Capitol Hill occupied by Trump supporters

Supporters of President Donald Trump have stormed the Capitol building in Washington where lawmakers were finalizing President-elect Joe Biden's victory at the ballot box. The proceedings were temporarily suspended but Congress reconvened after order was restored in the building.

The mob charged past police barricades and flooded onto the balcony. They later smashed their way into the Senate chambers, the House of Representatives and the offices of some lawmakers.

US media say one woman was shot and later died. The local police chief said that several officers were injured.

Washington's mayor has ordered a citywide curfew. Riot police and National Guard troops have been deployed to help secure the area.

Biden called the development a sign of American democracy under threat. "Our democracy is under unprecedented assault; unlike anything we've seen in modern times. It must end now. I call on this mob to pull back and allow the work of democracy to go forward," Biden said.

Trump had called for a massive protest in the capital on Wednesday. But he has now released a video message asking the crowd to go home and repeating his baseless claims of voter fraud.

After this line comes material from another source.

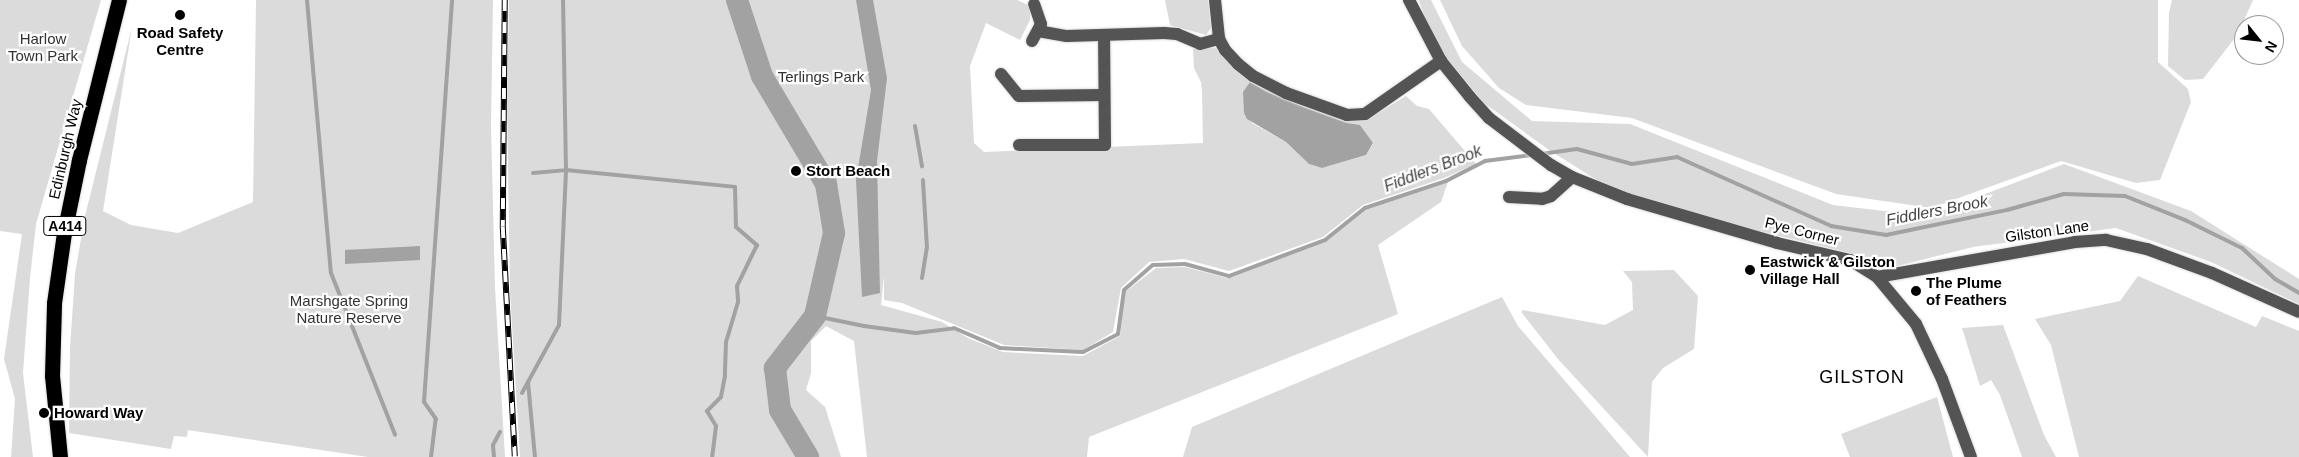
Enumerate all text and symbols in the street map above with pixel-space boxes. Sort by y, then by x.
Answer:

Trump said, "I know your pain. I know you're hurt. We had an election that was stolen from us. It was a landslide election, and everyone knows it, especially the other side. But you have to go home now. We have to have peace. We have to have law and order. We have to respect our great people in law and order."

The joint session of Congress was convened to count the votes of 538 electors chosen from each state -- officially certifying the results of the November election.

The proceedings are usually completed quickly, but they were suspended and members of Congress were evacuated from the building.

Biden's victory is expected to be finalized once the proceedings resume, since it is unlikely that Congress will approve any objections by Republican lawmakers.